### What you should do
The lines from the top of the material through the line with "0 #867356) drop-shadow(-2px" are to be set down exactly. Leave the pictures out.

### Data
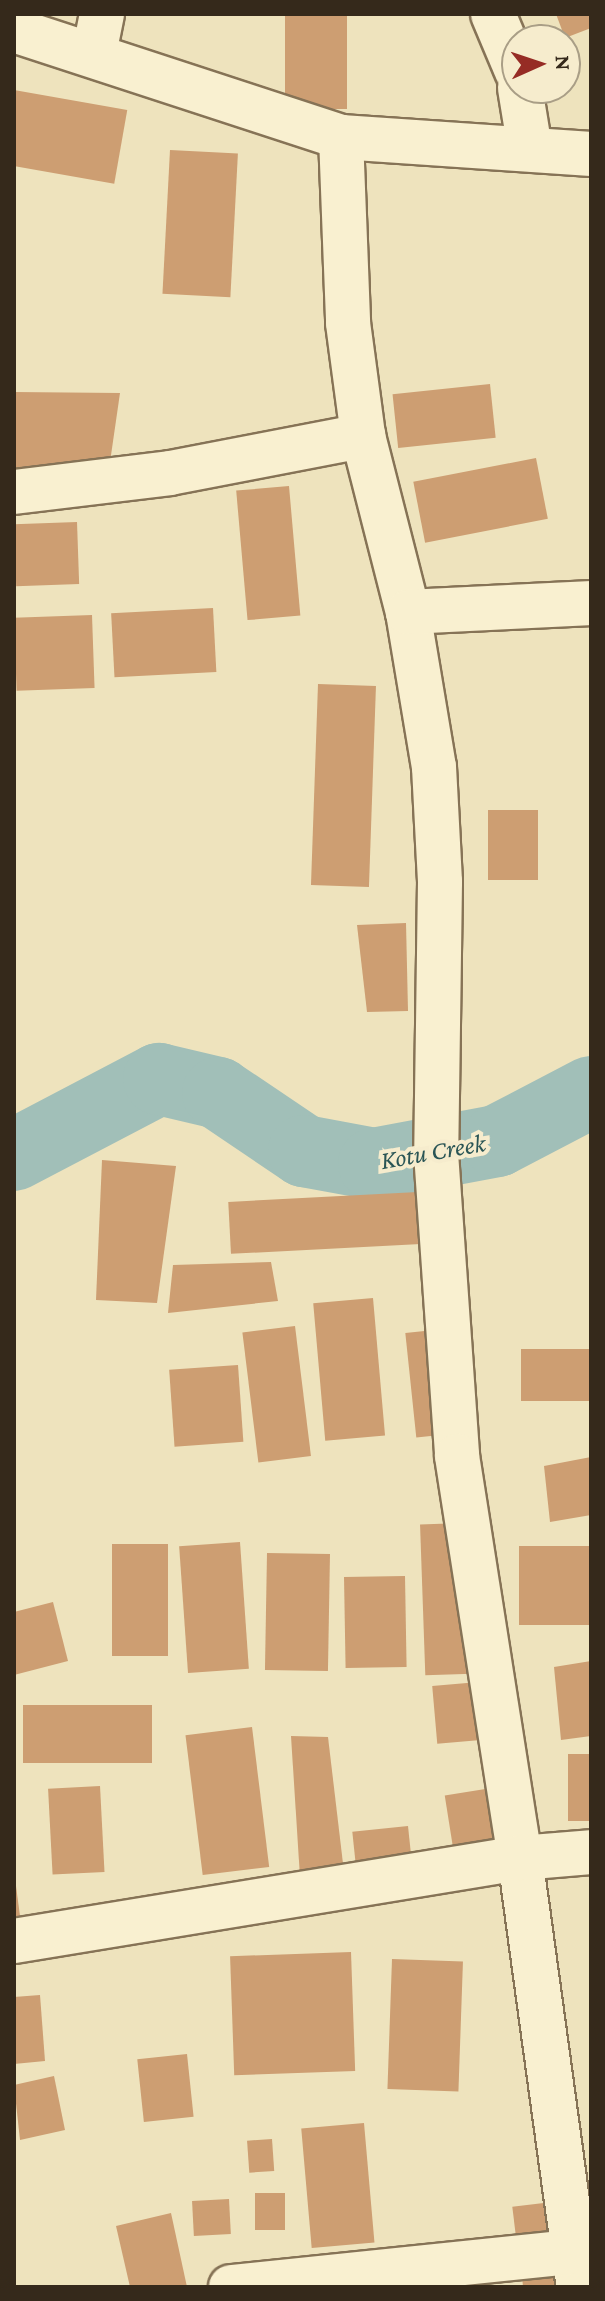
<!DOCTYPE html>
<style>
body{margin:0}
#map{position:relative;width:605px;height:2301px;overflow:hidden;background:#eee3bd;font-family:"Crimson Pro",serif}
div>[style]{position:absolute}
.river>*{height:72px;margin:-36px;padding:0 36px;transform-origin:36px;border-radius:36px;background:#a1bfb8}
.building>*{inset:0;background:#cd9e72;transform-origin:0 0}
.roads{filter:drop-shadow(2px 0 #867356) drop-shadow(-2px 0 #867356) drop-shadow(0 2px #867356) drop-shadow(0 -2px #867356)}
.street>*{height:44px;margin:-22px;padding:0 22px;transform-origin:22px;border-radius:22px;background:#f9f0d0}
span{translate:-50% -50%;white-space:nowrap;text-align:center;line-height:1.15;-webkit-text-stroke:8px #f6eccd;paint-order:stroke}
.water-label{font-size:26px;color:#2a5555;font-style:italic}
.frame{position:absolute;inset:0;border:16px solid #35291b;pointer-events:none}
.north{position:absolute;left:501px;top:24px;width:80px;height:80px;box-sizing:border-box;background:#f6eccd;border:2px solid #a99e86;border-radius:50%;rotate:87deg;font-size:22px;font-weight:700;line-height:32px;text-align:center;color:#35291b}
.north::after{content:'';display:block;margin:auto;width:28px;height:36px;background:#962c25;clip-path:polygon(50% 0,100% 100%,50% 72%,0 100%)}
</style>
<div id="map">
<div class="river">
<i style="left:14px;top:1155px;width:164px;rotate:-27.7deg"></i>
<i style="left:159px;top:1079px;width:61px;rotate:13.3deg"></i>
<i style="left:218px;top:1093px;width:104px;rotate:34deg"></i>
<i style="left:304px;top:1151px;width:71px;rotate:10.5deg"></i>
<i style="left:374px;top:1164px;width:125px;rotate:-10.6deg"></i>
<i style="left:497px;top:1141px;width:106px;rotate:-27.5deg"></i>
</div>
<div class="building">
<i style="left:285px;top:14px;width:62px;height:95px"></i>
<i style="clip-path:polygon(556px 14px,591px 14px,591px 28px,565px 38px)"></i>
<i style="left:14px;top:90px;width:115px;height:75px;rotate:10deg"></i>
<i style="left:170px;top:150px;width:68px;height:144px;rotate:3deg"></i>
<i style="left:490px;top:384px;width:54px;height:98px;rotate:84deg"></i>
<i style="clip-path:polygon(14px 392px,120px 393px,109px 469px,14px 475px)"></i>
<i style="left:536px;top:458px;width:62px;height:125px;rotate:79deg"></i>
<i style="left:289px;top:486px;width:130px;height:53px;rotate:85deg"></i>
<i style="left:77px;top:522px;width:62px;height:63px;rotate:88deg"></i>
<i style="left:213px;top:608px;width:64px;height:102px;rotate:87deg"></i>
<i style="left:92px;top:615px;width:73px;height:78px;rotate:88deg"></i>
<i style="left:318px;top:684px;width:58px;height:201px;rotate:2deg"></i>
<i style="left:488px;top:810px;width:50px;height:70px"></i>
<i style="clip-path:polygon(406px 923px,408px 1011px,367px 1012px,357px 925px)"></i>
<i style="clip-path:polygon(102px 1160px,176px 1166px,157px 1303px,96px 1300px)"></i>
<i style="left:418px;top:1192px;width:52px;height:190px;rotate:87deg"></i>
<i style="clip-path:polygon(271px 1262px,278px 1301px,168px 1313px,173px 1265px)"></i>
<i style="left:373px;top:1298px;width:138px;height:60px;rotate:85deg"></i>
<i style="left:295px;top:1326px;width:131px;height:53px;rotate:83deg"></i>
<i style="left:463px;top:1327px;width:105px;height:58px;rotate:84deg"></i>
<i style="left:591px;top:1349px;width:52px;height:70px;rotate:90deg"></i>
<i style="left:238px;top:1365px;width:77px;height:69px;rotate:86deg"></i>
<i style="clip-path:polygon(591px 1457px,591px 1515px,550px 1522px,544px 1466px)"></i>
<i style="left:490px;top:1522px;width:151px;height:70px;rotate:88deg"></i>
<i style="left:240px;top:1542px;width:127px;height:61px;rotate:86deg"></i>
<i style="left:112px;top:1544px;width:56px;height:112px"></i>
<i style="left:591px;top:1546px;width:79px;height:72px;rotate:90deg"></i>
<i style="left:267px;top:1553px;width:63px;height:117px;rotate:1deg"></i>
<i style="left:405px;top:1576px;width:91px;height:61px;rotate:89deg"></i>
<i style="clip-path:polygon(53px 1602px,68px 1661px,14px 1675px,14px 1612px)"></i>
<i style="clip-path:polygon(591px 1661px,591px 1736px,561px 1740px,554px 1667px)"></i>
<i style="left:490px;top:1681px;width:58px;height:58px;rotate:85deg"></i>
<i style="left:152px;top:1705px;width:58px;height:129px;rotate:90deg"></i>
<i style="left:252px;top:1727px;width:141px;height:67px;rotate:83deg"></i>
<i style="clip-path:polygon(291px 1736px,328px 1737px,344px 1872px,300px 1877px)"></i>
<i style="left:591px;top:1754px;width:67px;height:23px;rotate:90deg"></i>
<i style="left:100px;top:1786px;width:86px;height:52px;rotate:87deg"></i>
<i style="left:504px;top:1786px;width:69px;height:60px;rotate:81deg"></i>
<i style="left:408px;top:1826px;width:47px;height:56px;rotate:84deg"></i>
<i style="clip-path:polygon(14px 1871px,22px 1931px,14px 1931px)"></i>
<i style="left:351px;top:1952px;width:119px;height:121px;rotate:88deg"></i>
<i style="left:392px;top:1959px;width:71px;height:130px;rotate:2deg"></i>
<i style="clip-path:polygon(40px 1995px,45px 2061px,14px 2064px,14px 1997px)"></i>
<i style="left:187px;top:2054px;width:63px;height:50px;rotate:84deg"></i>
<i style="clip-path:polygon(54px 2076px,65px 2130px,20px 2140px,14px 2085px)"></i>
<i style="left:364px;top:2123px;width:120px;height:63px;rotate:85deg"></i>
<i style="left:272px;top:2139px;width:32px;height:25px;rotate:86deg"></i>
<i style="left:255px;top:2193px;width:30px;height:37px"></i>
<i style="left:229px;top:2199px;width:35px;height:37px;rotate:87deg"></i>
<i style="left:552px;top:2202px;width:33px;height:40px;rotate:83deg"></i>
<i style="clip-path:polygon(171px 2213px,187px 2287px,130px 2287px,116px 2226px)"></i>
<i style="clip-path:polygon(573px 2272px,575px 2287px,523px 2287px,522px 2276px)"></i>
</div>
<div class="roads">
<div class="street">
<i style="left:493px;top:14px;width:62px;rotate:67.2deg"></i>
<i style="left:14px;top:30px;width:344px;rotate:18.1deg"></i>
<i style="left:341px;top:137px;width:251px;rotate:3.9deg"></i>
<i style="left:94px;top:54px;width:41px;rotate:-78.7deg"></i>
<i style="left:520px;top:88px;width:62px;rotate:80.7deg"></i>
<i style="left:341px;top:137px;width:186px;rotate:87.8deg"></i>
<i style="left:348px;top:323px;width:114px;rotate:82.4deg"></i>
<i style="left:363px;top:436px;width:182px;rotate:75.7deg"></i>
<i style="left:408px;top:612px;width:157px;rotate:80.5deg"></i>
<i style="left:434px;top:767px;width:115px;rotate:87deg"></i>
<i style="left:440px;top:882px;width:271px;rotate:90.8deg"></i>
<i style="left:436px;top:1153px;width:304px;rotate:86deg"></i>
<i style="left:457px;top:1456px;width:407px;rotate:81.1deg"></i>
<i style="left:520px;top:1858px;width:433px;rotate:82.2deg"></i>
<i style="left:14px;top:492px;width:157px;rotate:-6.9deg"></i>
<i style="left:170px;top:473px;width:197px;rotate:-10.9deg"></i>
<i style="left:408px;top:612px;width:183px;rotate:-2.8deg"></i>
<i style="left:14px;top:1941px;width:513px;rotate:-9.32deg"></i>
<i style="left:520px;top:1858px;width:71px;rotate:-4.8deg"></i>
<i style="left:231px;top:2287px;width:362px;rotate:-5.9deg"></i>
</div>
</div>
<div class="water-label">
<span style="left:433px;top:1152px;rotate:-10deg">Kotu Creek</span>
</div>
<div class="frame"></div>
<div class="north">N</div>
</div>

### The answer
<!DOCTYPE html>
<style>
body{margin:0}
#map{position:relative;width:605px;height:2301px;overflow:hidden;background:#eee3bd;font-family:"Crimson Pro",serif}
div>[style]{position:absolute}
.river>*{height:72px;margin:-36px;padding:0 36px;transform-origin:36px;border-radius:36px;background:#a1bfb8}
.building>*{inset:0;background:#cd9e72;transform-origin:0 0}
.roads{filter:drop-shadow(2px 0 #867356) drop-shadow(-2px 0 #867356) drop-shadow(0 2px #867356) drop-shadow(0 -2px #867356)}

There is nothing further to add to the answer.